Entrant, pour la première fois, dans le musée de l’Orangerie, à Paris (c’était en 1964), j’ai connu, le même jour, dans ce même lieu, deux expériences fondatrices ; la première est assez banale : l’appareil critique du musée permettait de comprendre, historiquement, la révolution impressionniste. L’adolescent que j’étais suivait les mots, regardait les tableaux, comprenait l’intérêt optique, le substrat scientifique, les effets plastiques… et il en était heureux. La deuxième est celle dont je parle… Dans la première salle, que j’ai regardée en dernier, était exposé « le joueur de fifre » de Manet. Rien de ce que je venais de lire ne s’appliquait à cette œuvre-là. Je restai devant elle, vide et démuni. Le fond ne me disait rien. Le personnage ne me disait rien. Sa posture ne me disait rien. L’air qu’il jouait m’était inconnu, inconnaissable et comme infiniment suspendu dans la lumière de fin d’après midi du musée. Les couleurs de ses vêtements me renvoyaient vers une époque encore proche et complètement dépassée… Le joueur de fifre a longtemps fait résonner en moi son silence et aujourd’hui encore, quand je le regarde, je reste suspendu à l’air que décidément il fait vibrer dans une mélodie décidément inaudible et inouïe...

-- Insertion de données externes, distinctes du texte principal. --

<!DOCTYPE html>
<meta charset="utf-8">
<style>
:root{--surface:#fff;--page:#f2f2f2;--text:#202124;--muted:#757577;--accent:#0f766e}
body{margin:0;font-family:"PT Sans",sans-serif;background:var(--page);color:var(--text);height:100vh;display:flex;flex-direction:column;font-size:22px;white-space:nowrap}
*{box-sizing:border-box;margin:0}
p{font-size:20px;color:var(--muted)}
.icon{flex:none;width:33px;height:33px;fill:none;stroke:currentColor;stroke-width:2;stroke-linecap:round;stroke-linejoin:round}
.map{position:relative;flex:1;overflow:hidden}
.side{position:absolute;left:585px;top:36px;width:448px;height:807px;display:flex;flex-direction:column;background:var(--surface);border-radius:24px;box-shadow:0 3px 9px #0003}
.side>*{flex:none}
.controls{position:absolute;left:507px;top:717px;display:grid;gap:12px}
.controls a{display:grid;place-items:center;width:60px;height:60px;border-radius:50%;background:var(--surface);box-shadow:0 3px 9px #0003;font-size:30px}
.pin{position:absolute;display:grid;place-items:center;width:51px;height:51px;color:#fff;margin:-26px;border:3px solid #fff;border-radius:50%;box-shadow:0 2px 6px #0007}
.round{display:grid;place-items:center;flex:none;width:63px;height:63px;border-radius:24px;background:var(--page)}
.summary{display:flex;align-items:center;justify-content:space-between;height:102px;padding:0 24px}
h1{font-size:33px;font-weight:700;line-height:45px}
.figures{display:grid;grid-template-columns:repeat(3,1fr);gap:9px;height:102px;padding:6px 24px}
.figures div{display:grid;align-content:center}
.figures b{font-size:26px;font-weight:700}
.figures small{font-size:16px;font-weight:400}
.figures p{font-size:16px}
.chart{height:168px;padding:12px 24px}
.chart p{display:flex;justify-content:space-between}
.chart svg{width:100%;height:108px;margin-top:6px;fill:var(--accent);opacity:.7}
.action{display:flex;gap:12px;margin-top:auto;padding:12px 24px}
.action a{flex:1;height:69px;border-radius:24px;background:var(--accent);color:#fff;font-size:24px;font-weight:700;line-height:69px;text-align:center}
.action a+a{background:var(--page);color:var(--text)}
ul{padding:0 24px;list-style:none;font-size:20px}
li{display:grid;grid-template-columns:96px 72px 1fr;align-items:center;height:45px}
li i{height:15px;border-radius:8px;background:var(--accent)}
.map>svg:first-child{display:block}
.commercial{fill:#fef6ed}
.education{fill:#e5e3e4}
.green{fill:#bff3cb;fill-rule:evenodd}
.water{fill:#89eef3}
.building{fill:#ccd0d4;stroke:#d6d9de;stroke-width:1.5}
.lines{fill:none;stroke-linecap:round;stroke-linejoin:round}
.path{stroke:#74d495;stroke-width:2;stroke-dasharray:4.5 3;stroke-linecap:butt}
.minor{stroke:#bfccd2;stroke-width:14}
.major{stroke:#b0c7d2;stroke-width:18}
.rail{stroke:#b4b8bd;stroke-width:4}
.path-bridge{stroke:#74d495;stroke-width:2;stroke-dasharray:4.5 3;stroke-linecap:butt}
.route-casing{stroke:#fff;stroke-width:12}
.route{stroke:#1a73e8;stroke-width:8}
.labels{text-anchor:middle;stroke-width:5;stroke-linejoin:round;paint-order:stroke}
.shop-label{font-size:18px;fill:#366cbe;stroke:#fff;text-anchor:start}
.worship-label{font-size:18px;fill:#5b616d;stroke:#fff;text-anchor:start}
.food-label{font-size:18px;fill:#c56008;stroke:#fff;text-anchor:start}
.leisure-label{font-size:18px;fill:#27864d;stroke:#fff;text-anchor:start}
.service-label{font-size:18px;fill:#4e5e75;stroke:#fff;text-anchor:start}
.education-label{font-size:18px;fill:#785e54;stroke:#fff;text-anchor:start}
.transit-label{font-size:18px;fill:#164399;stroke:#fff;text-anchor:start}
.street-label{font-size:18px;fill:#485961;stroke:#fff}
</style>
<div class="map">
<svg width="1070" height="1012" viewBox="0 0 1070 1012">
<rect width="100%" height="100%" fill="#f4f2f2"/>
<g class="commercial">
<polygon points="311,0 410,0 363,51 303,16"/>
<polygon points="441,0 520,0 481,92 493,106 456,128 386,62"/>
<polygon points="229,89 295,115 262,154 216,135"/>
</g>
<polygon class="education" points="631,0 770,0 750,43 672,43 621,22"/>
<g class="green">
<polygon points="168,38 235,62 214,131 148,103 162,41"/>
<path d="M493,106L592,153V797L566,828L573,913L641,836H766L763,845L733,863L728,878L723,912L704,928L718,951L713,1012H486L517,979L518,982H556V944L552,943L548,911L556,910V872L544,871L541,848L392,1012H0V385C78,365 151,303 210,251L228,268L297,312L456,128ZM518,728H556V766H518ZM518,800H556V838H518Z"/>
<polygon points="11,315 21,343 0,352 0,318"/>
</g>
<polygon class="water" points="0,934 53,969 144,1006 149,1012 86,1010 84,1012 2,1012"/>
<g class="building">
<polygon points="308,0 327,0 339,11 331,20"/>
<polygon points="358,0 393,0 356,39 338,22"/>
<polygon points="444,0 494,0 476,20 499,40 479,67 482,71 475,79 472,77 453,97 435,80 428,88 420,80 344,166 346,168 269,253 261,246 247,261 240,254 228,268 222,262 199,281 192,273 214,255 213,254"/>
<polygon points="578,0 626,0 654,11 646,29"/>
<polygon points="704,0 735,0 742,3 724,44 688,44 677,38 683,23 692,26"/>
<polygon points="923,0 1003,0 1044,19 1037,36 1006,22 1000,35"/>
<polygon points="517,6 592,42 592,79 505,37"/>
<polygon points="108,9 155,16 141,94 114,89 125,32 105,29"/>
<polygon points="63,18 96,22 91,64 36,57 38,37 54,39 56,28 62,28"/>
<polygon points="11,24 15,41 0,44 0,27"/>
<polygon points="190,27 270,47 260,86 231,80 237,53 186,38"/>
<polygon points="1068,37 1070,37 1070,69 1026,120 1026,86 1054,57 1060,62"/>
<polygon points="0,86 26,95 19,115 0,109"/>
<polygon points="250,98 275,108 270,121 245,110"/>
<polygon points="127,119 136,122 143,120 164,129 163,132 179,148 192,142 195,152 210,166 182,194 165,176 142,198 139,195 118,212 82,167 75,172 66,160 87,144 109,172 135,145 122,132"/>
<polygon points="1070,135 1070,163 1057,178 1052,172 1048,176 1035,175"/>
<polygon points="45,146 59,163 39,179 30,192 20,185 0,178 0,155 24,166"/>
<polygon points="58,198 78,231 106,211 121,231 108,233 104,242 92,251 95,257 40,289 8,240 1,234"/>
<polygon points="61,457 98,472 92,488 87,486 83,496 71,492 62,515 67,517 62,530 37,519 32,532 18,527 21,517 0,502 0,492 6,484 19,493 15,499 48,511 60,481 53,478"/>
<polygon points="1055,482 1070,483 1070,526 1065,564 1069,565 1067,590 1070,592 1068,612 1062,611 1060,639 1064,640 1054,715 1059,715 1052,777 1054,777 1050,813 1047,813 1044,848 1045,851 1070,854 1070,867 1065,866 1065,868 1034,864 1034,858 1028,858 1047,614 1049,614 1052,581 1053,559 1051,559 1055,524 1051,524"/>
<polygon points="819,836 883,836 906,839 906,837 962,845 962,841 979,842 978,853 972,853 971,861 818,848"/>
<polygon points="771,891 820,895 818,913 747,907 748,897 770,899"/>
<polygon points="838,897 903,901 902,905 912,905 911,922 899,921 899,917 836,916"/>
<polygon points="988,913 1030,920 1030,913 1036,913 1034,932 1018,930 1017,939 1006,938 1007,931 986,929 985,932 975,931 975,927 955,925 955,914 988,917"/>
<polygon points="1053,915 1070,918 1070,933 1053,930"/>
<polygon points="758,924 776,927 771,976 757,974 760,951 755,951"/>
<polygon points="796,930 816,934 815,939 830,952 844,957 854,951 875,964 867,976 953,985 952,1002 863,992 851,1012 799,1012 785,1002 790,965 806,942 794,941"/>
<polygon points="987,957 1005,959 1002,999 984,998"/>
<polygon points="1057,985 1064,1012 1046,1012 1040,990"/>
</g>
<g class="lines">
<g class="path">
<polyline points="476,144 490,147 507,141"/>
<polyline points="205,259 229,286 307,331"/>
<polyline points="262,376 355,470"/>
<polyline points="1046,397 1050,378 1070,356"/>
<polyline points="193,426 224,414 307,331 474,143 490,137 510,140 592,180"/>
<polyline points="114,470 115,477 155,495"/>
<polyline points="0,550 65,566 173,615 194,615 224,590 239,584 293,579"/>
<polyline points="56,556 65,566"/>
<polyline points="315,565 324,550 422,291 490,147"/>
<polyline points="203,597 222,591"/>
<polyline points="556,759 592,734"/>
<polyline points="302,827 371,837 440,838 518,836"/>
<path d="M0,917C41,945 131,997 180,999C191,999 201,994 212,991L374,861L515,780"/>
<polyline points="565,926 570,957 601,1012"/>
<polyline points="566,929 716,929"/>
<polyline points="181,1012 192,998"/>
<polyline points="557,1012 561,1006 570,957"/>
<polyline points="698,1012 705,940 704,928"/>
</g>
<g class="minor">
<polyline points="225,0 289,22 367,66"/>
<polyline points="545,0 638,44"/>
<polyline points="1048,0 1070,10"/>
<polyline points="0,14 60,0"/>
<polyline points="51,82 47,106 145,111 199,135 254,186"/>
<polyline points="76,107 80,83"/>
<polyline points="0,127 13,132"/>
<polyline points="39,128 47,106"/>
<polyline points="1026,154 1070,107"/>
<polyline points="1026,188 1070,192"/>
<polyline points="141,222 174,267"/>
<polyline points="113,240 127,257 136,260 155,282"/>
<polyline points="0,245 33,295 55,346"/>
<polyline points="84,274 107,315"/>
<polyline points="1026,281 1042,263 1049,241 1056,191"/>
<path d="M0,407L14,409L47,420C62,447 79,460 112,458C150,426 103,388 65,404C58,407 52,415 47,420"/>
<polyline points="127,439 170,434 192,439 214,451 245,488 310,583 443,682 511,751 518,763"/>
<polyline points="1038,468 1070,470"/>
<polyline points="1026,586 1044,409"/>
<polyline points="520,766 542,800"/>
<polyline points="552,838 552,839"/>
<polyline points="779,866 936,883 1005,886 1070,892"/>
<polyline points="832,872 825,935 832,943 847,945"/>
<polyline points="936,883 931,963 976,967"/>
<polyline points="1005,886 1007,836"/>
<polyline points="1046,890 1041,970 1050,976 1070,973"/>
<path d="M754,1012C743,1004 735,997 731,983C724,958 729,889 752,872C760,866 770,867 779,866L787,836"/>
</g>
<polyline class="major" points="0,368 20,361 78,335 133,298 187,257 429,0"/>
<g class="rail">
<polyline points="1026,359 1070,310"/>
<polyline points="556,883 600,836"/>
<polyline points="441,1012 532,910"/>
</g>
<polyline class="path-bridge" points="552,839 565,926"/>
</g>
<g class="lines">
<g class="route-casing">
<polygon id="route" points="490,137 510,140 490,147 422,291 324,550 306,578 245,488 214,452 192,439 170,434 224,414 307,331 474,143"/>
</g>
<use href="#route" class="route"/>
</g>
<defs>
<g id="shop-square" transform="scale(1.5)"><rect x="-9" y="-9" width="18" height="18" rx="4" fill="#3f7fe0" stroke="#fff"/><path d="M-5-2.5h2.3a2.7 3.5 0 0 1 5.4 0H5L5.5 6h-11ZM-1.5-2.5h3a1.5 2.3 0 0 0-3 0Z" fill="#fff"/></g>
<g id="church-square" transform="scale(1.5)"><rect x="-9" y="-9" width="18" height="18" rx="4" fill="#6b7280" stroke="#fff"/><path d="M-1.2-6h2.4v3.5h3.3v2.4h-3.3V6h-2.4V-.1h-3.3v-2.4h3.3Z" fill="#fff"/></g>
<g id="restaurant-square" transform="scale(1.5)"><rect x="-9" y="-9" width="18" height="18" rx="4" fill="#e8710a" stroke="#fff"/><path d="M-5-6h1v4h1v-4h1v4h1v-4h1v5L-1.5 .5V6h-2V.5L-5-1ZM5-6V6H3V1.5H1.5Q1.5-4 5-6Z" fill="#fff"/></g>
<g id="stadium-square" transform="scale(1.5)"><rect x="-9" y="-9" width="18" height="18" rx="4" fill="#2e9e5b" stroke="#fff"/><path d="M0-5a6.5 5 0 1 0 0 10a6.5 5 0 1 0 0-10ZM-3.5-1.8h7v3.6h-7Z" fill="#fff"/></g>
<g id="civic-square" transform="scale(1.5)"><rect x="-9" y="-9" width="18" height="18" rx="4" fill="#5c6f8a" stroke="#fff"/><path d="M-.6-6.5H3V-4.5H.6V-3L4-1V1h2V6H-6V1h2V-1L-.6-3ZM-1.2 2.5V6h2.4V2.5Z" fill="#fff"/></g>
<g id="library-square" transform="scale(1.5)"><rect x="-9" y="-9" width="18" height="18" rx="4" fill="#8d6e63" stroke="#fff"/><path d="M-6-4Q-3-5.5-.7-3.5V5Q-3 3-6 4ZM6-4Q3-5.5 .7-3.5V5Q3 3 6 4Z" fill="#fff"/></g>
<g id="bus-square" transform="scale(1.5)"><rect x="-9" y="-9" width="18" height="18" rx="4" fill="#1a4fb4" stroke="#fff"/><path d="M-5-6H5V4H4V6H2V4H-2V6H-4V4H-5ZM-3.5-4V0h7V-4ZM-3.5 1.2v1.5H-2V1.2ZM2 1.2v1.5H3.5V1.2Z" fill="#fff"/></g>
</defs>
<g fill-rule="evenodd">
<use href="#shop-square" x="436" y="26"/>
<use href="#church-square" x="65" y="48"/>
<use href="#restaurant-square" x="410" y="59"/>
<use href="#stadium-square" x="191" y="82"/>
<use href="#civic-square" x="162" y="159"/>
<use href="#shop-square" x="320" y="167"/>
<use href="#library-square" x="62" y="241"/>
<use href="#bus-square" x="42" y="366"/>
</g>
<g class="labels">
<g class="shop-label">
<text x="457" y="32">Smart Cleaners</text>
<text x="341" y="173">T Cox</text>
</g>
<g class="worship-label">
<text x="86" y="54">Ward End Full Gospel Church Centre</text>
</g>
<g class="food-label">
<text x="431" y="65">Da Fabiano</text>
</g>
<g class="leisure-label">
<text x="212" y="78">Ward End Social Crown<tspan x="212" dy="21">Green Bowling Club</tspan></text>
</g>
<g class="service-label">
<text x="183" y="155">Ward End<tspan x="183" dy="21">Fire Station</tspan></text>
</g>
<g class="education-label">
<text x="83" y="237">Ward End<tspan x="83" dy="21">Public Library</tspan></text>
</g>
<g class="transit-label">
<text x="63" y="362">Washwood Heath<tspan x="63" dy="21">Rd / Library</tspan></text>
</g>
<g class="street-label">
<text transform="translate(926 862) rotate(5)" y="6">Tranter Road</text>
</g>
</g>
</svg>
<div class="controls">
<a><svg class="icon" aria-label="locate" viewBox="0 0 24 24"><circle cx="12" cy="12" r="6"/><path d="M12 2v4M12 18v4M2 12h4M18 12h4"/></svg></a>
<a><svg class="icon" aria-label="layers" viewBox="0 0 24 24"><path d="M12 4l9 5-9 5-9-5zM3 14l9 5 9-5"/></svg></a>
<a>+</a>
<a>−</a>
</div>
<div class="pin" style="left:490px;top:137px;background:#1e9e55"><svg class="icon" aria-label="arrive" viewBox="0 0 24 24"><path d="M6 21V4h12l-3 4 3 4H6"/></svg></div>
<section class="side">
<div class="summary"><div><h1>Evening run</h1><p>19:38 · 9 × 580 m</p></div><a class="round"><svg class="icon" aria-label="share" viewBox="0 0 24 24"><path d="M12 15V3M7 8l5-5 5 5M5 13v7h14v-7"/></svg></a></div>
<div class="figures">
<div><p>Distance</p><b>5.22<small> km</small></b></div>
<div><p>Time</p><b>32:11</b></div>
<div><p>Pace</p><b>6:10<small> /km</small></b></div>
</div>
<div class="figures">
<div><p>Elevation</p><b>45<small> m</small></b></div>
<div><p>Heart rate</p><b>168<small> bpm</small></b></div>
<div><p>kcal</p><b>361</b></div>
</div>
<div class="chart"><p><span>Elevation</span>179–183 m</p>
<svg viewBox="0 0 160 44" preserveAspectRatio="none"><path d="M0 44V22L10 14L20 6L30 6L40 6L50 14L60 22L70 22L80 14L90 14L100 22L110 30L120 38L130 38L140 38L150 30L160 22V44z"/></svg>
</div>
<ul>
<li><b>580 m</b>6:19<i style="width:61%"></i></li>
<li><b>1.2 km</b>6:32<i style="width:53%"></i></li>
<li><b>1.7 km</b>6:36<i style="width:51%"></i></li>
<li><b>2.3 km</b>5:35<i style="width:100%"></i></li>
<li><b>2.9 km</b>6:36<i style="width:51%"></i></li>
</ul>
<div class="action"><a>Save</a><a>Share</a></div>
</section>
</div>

Quelques temps auparavant, j’avais acquis, à Londres, un petit ouvrage consacré aux miniatures persanes. Malgré les défauts de la reproduction, elles rendaient assez bien l’espace occupé par les œuvres représentées, leurs thématiques, leur organisation. Et j’aurais été, de toutes manières, incapable de juger alors de la qualité de restitution des couleurs, des valeurs et des matières du Mahomet à Médine, de la naissance de Tarmelan ou de deux cavaliers chassant… J’attribue la responsabilité de cet achat à Montesquieu dont la lecture des Lettres persanes m’avait taraudé lors de ma dernière année de collège. Comment pouvait-on, en effet, être Persan ? Comment pouvait-on ainsi représenter le monde, les corps, les paysages, les bâtiments, les animaux ? La scène de chasse fut le premier texte sur l’art que j’ai été amené à écrire tant le dépaysement était fort, tant j’avais besoin de me servir de mots pour sortir de l’insuffisance de moi-même. Et moi-même, comment pouvais-je être Persan ?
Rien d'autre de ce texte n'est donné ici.